# Which observation tower do you prefer?



## J.P.V (Dec 10, 2006)

Here are 4 observation towers in North America. Don't just look at an architectural point of view, look at location, height, pros/cons they contributed to the city they are in. Do they suit the cities they are in? You decide.

(This is my first thread so please be nice to me haha)

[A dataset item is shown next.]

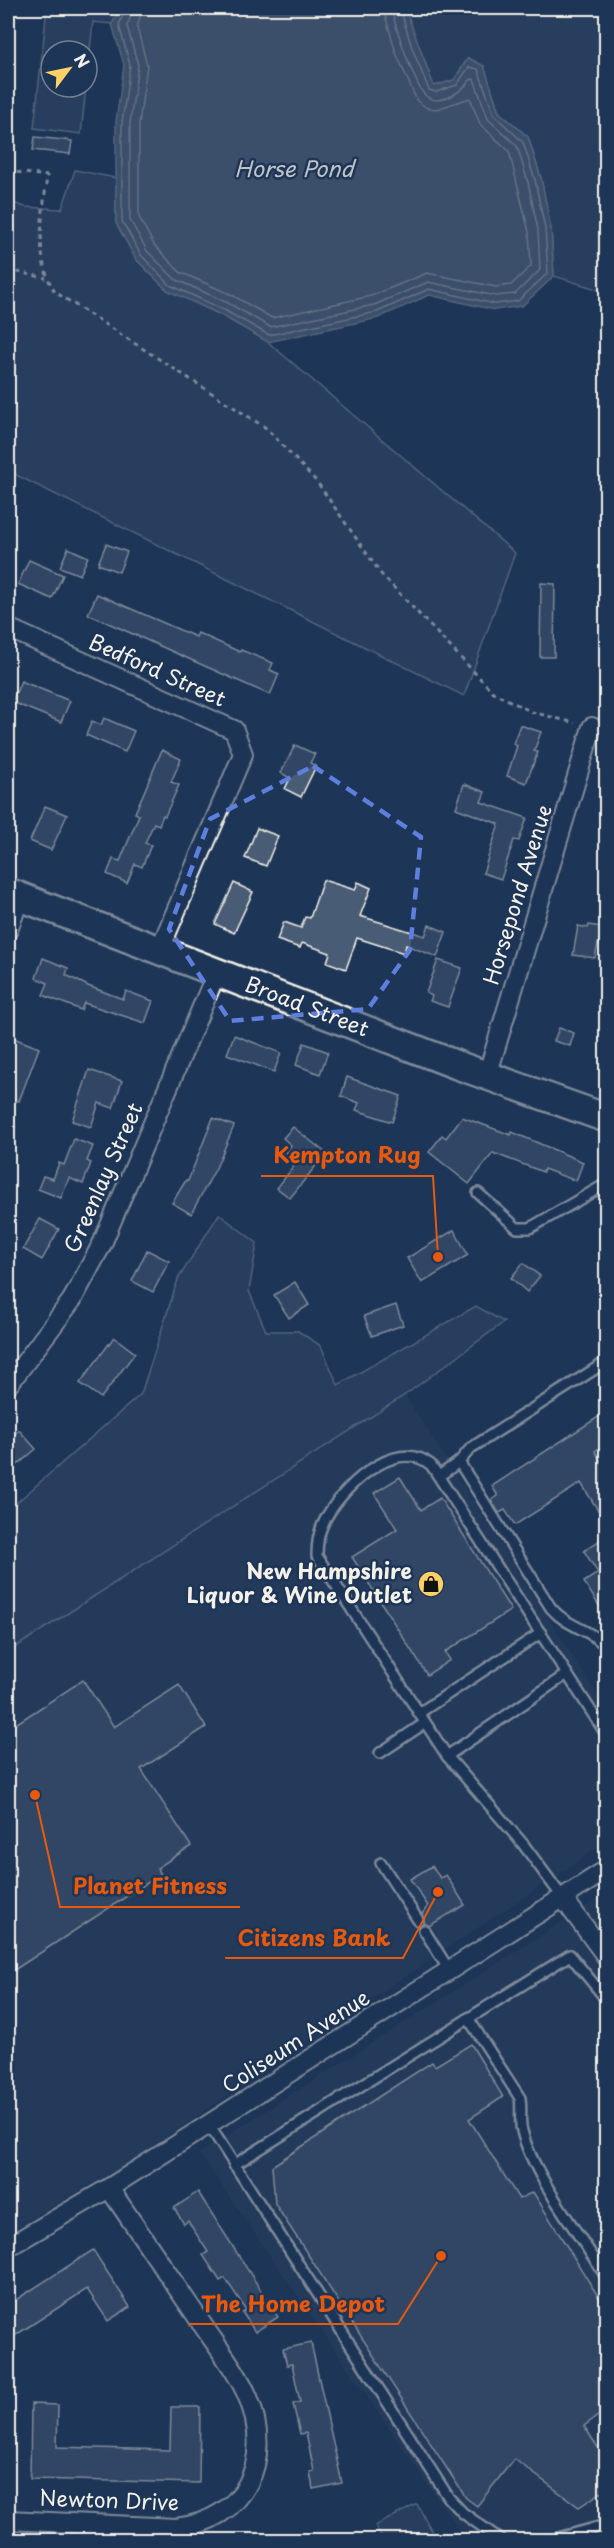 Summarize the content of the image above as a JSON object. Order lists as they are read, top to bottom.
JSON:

Calgary Tower (Calgary, Alberta, Canada)

















Info

-Opened June 30th, 1968
-525 ft tall
-During the 1988 Winter Olympics in Calgary, a flame burned at the top of the tower making it the worlds largest olympic torch
-Glass floor

CN Tower (Toronto, Ontario, Canada)

















Info

-Opened June 1976
-1,815 ft
-World tallest freestanding tower
-Prime function of the tower is a telecomunications hub for several Canadian radio and television brodcasts
-Glass floor

Skylon Tower (Niagara Falls, Ontario, Canada)

















Info

-Opened October 6th, 1965
-520 ft
-Glass floor
-Revolving dining room on top level of tower
-Amazing view of American and Niagara Falls

Space Needle (Seattle, Washington, USA)

















Info

-Opened April 21st, 1962, and at that time was the tallest structure west of the Mississippi River
-605 ft
-"Legacy Light" is located on the top and shines on New Years Eve.


----------



## ZZ-II (May 10, 2006)

CN Tower of course


----------



## samsonyuen (Sep 23, 2003)

CN Tower or Space Needle. I don't like Calgary's lack of windows in the base.


----------



## Dreamlıneя (Jun 4, 2006)

Space Needle


----------



## eomer (Nov 15, 2003)

CN Tower by far: it is a wonder of the world.
Space Neadle got a cool design ans Skylon offer an amazing view.
Calgary's tower looks like a lighthouse...but it's too classical to compete with CN tower.


----------



## MDguy (Dec 16, 2006)

I would have to go with the CN tower or the space needle. I like them both the most. So I can't vote.


----------



## cardiff (Jul 26, 2005)

CN tower because of hight, but one day it will be surpassed (who knows when!) so i will go for the prettier space needle


----------



## Marcanadian (May 7, 2005)

by David G Kelly of Flickr.


----------



## Brendan (Feb 24, 2006)

Space Needle for me, I don't like the CN Tower much at all.


----------



## hkskyline (Sep 13, 2002)

Calgary Tower is too short, and the view of downtown isn't too spectacular since some skyscrapers reach the same height as the observation deck. CN Tower has a much farther view.


----------



## Dallas star (Jul 6, 2006)

CN tower duhh this thread is as good as closed!


----------



## Westsidelife (Nov 26, 2005)

The Space Needle.


----------



## J.P.V (Dec 10, 2006)

yeh, i went up there when i moved to Calgary, but I found out if I just walk up the street to the Petro Canada Center (red buildings) and got to the top floor, its cheaper and offers a better view haha, but yea Space Needle and CN are my favs


----------



## Krzyżak (Jan 12, 2005)

CN Tower of corse


----------



## kamil.bukowski (Mar 14, 2006)

CN Tower


----------



## mako22 (Jul 19, 2005)

CN tower is a mesterpiece made of concrete. Reminds me of shuttlecock and absolutely wins imo.


----------



## ToRoNto g-town (Nov 26, 2005)

cn 4 sho


----------



## Avatar (Sep 11, 2002)

The Calgary tower is arguably the most ugly tower in the world. Toilet plunger anyone?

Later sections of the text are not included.